» DIRECTIONS FOR THIS TASK
Transcribe each entry. Change nothing.

-- STUDY MATERIAL follows --

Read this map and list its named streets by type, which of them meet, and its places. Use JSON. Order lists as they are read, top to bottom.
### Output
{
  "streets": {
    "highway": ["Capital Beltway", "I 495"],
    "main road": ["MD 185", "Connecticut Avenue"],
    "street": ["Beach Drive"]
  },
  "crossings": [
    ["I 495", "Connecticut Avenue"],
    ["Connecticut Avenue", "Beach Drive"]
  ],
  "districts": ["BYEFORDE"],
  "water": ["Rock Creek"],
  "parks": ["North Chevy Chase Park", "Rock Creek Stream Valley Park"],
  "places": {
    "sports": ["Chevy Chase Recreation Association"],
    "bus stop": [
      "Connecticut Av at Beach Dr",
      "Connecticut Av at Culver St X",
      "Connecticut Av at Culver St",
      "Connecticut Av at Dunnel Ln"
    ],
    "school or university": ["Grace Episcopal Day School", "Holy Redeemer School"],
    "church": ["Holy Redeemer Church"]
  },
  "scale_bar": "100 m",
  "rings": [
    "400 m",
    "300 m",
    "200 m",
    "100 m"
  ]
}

-- STUDY MATERIAL concluded --

» EXERCISE OUTPUT
Read this map and list its named streets by type, which of them meet, and its places. Use JSON. Order lists as they are read, top to bottom.
### Output
{
  "streets": {
    "highway": ["Capital Beltway", "I 495"],
    "main road": ["MD 185", "Connecticut Avenue"],
    "street": ["Beach Drive"]
  },
  "crossings": [
    ["I 495", "Connecticut Avenue"],
    ["Connecticut Avenue", "Beach Drive"]
  ],
  "districts": ["BYEFORDE"],
  "water": ["Rock Creek"],
  "parks": ["North Chevy Chase Park", "Rock Creek Stream Valley Park"],
  "places": {
    "sports": ["Chevy Chase Recreation Association"],
    "bus stop": [
      "Connecticut Av at Beach Dr",
      "Connecticut Av at Culver St X",
      "Connecticut Av at Culver St",
      "Connecticut Av at Dunnel Ln"
    ],
    "school or university": ["Grace Episcopal Day School", "Holy Redeemer School"],
    "church": ["Holy Redeemer Church"]
  },
  "scale_bar": "100 m",
  "rings": [
    "400 m",
    "300 m",
    "200 m",
    "100 m"
  ]
}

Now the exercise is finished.